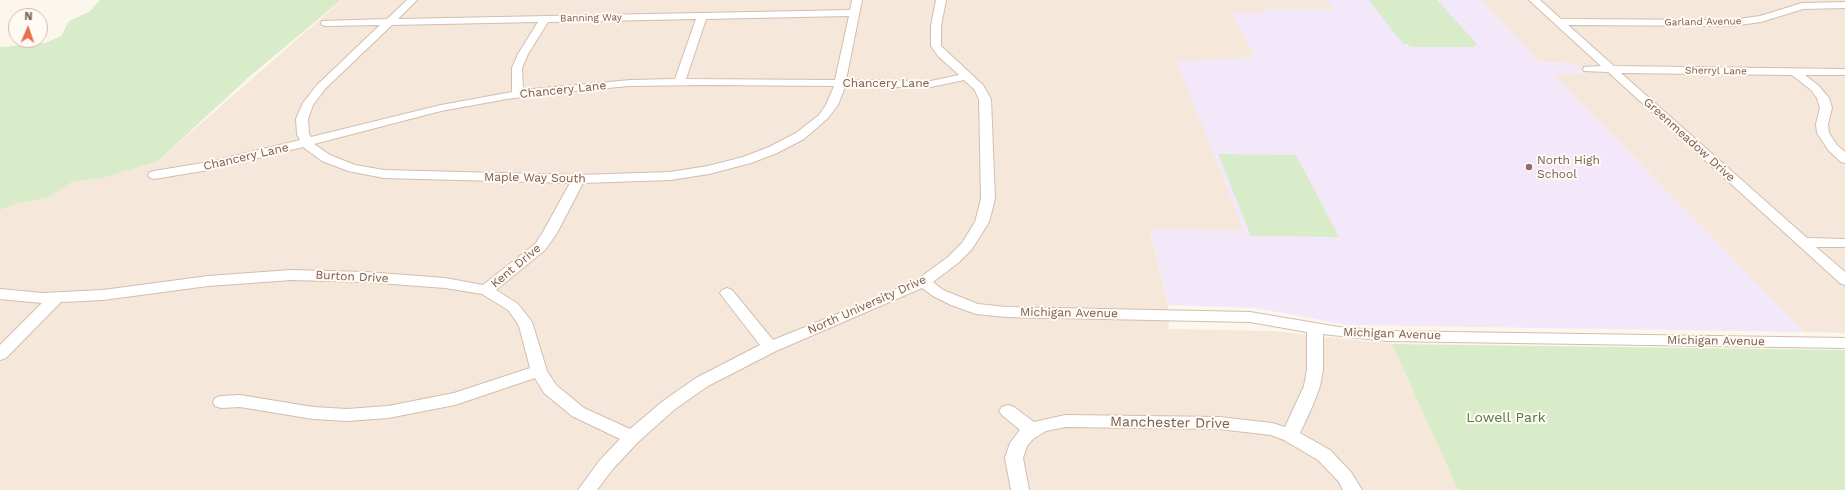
<!DOCTYPE html>
<style>
body{margin:0}
#map{position:relative;width:1845px;height:490px;overflow:hidden;background:#fdf6ec;font-family:"Work Sans",sans-serif}
canvas{display:block}
.north{position:absolute;left:8px;top:8px;width:40px;height:40px;box-sizing:border-box;background:#fffaf3;border:1px solid #cabbb1;border-radius:50%;rotate:2deg;font-size:11px;font-weight:700;line-height:16px;text-align:center;color:#7a5c4d}
.north::after{content:'';display:block;margin:auto;width:14px;height:18px;background:#e76f51;clip-path:polygon(50% 0,100% 100%,50% 72%,0 100%)}
</style>
<div id="map">
<canvas width="1845" height="490"></canvas>
<div class="north">N</div>
</div>
<script>
const c = document.querySelector('canvas').getContext('2d');
c.lineJoin = 'round';
function paint(path, color) { c.fillStyle = color; c.fill(path, 'evenodd'); }
const toPath = rows => new Path2D(rows.map(r => 'M' + r).join(''));
function strokePath(path, color, width, dash) { c.strokeStyle = color; c.lineWidth = width; c.lineCap = dash ? 'butt' : 'round'; c.setLineDash(dash || []); c.stroke(path); }
function drawText(font, color, halo, rows, align = 'center') {
  c.font = font + ' "Work Sans",sans-serif'; c.lineWidth = 4; c.setLineDash([]); c.textBaseline = 'middle'; c.strokeStyle = halo; c.fillStyle = color; for (const [text, x, y, turn = 0] of rows) {
    c.save(); c.translate(x, y); c.rotate((+turn || 0) * Math.PI / 180); c.textAlign = isNaN(turn) ? turn : align; if (halo) c.strokeText(text, 0, 0); c.fillText(text, 0, 0); c.restore();
  }
}
paint(toPath([
 [342,0,1328,0,1335,10,1265,9,1267,13,1233,13,1255,57,1178,62,1245,231,1150,230,1168,305,1169,329,1273,331,1392,344,1458,490,0,490,0,210,14,205,49,197,72,182,103,178,158,161],
 [1480,0,1845,0,1845,333,1804,332,1553,74,1584,73,1573,63,1540,62]
]), '#f5e8da');
paint(toPath([
 [1328,0,1480,0,1540,62,1574,63,1584,74,1553,74,1804,332,1346,325,1256,308,1168,305,1150,229,1244,231,1177,62,1255,57,1232,13,1267,13,1265,9,1335,10]
]), '#f3e8fa');
paint(toPath([
 [100,0,341,0,249,77,158,161,103,178,72,182,49,197,14,205,0,210,0,47,45,43,61,36,69,21,89,12],
 [1369,0,1437,0,1478,45,1474,45,1475,47,1410,47,1408,44,1403,44],
 [1218,154,1296,155,1339,237,1251,236],
 [1392,344,1845,350,1845,490,1458,490]
]), '#d8ecc9');
const minor = toPath([
 [407,0,417,0,398,19,850,10,852,0,862,0,846,80,931,81,959,75,938,56,931,46,931,26,936,0,946,0,941,26,941,46,983,85,991,99,995,199,989,222,972,249,958,263,933,282,943,290,978,304,1006,307,1250,312,1339,327,1386,331,1845,338,1845,348,1386,341,1323,334,1323,370,1320,386,1313,405,1300,433,1330,450,1351,472,1362,490,1343,490,1339,482,1318,460,1284,440,1271,435,1219,429,1065,427,1046,431,1033,439,1027,446,1023,458,1029,490,1011,490,1005,458,1010,443,1020,430,1002,415,999,411,1002,407,1008,405,1014,407,1034,422,1065,415,1219,417,1272,423,1285,427,1304,386,1307,370,1307,332,1250,322,1006,317,976,314,951,305,933,296,922,288,776,351,708,386,675,409,638,442,612,470,597,490,578,490,600,460,620,439,572,416,544,393,535,378,455,405,388,418,347,421,313,419,240,407,221,408,215,406,213,402,215,398,221,396,240,395,313,407,347,409,388,406,454,393,530,368,519,326,516,321,508,310,482,294,445,288,366,282,291,280,208,286,103,300,61,302,6,358,0,360,0,345,42,303,0,299,0,289,43,293,103,290,208,276,291,270,366,272,445,278,483,285,535,244,543,232,570,183,384,178,348,171,322,161,303,147,209,170,154,179,150,178,148,175,150,172,154,171,209,162,300,140,297,134,296,119,303,103,317,85,380,25,326,26,322,25,321,23,322,21,387,19,407,0],
 [849,16,835,80,686,79,706,19,849,16],
 [696,19,675,79,630,80,523,90,522,68,528,54,548,22,696,19],
 [538,22,518,54,512,68,512,92,441,105,311,137,309,134,308,119,313,105,325,89,392,25,538,22],
 [964,80,974,89,979,99,981,199,975,222,962,243,948,257,918,279,872,300,773,340,732,290,727,288,722,290,720,293,722,296,760,345,696,378,663,401,630,429,584,408,556,385,547,371,532,322,518,304,496,290,545,250,557,233,583,183,670,180,709,174,751,163,777,153,804,139,827,119,838,105,845,87,931,87,964,80],
 [705,85,834,86,826,105,819,115,796,133,769,147,743,157,708,166,670,172,578,175,384,170,355,165,330,155,314,144,441,111,507,99,551,93,630,86,705,85],
 [1529,0,1540,0,1561,19,1732,20,1760,16,1802,3,1845,2,1845,8,1803,9,1761,22,1732,26,1568,25,1614,66,1845,69,1845,75,1805,75,1819,86,1829,98,1832,108,1828,124,1829,133,1837,145,1845,152,1845,163,1841,162,1829,151,1817,133,1816,124,1820,108,1817,98,1811,90,1792,75,1621,73,1807,238,1845,239,1845,247,1816,247,1845,272,1845,285,1840,283,1608,72,1584,71,1583,69,1584,67,1601,66,1529,0]
]);
strokePath(minor, '#d1beb0', 2);
paint(minor, '#fff');
for (const [x, y, r, color] of [
 [1529,167,4,"#8d6e63"]
]) { const dot = new Path2D(); dot.arc(x, y, r, 0, 2 * Math.PI); c.fillStyle = color; c.fill(dot); strokePath(dot, '#fffaf3', 1.5); }
drawText('10px', '#7a5c4d', '#fffaf3', [
 ["Banning Way",591,18,-1],
 ["Garland Avenue",1703,22,-1],
 ["Sherryl Lane",1716,71,1]
]);
drawText('12px', '#7a5c4d', '#fffaf3', [
 ["Chancery Lane",886,83],
 ["Chancery Lane",563,90,-6],
 ["Greenmeadow Drive",1689,140,42],
 ["Chancery Lane",246,157,-13],
 ["Maple Way South",535,178,1],
 ["Kent Drive",516,266,-40],
 ["Burton Drive",352,277,3],
 ["North University Drive",867,305,-24],
 ["Michigan Avenue",1069,313,1],
 ["Michigan Avenue",1392,334,2],
 ["Michigan Avenue",1716,341,1]
]);
drawText('12px', '#785e54', '#fffaf3', [
 ["North High",1537,160],
 ["School",1537,174]
], 'left');
drawText('14px', '#537a41', '#fffaf3', [
 ["Lowell Park",1506,418]
]);
drawText('14px', '#7a5c4d', '#fffaf3', [
 ["Manchester Drive",1170,423,1]
]);
</script>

_Problem description_
Find every line of the records holding "Avenue". Answer with the count alone.

_Task solution_
4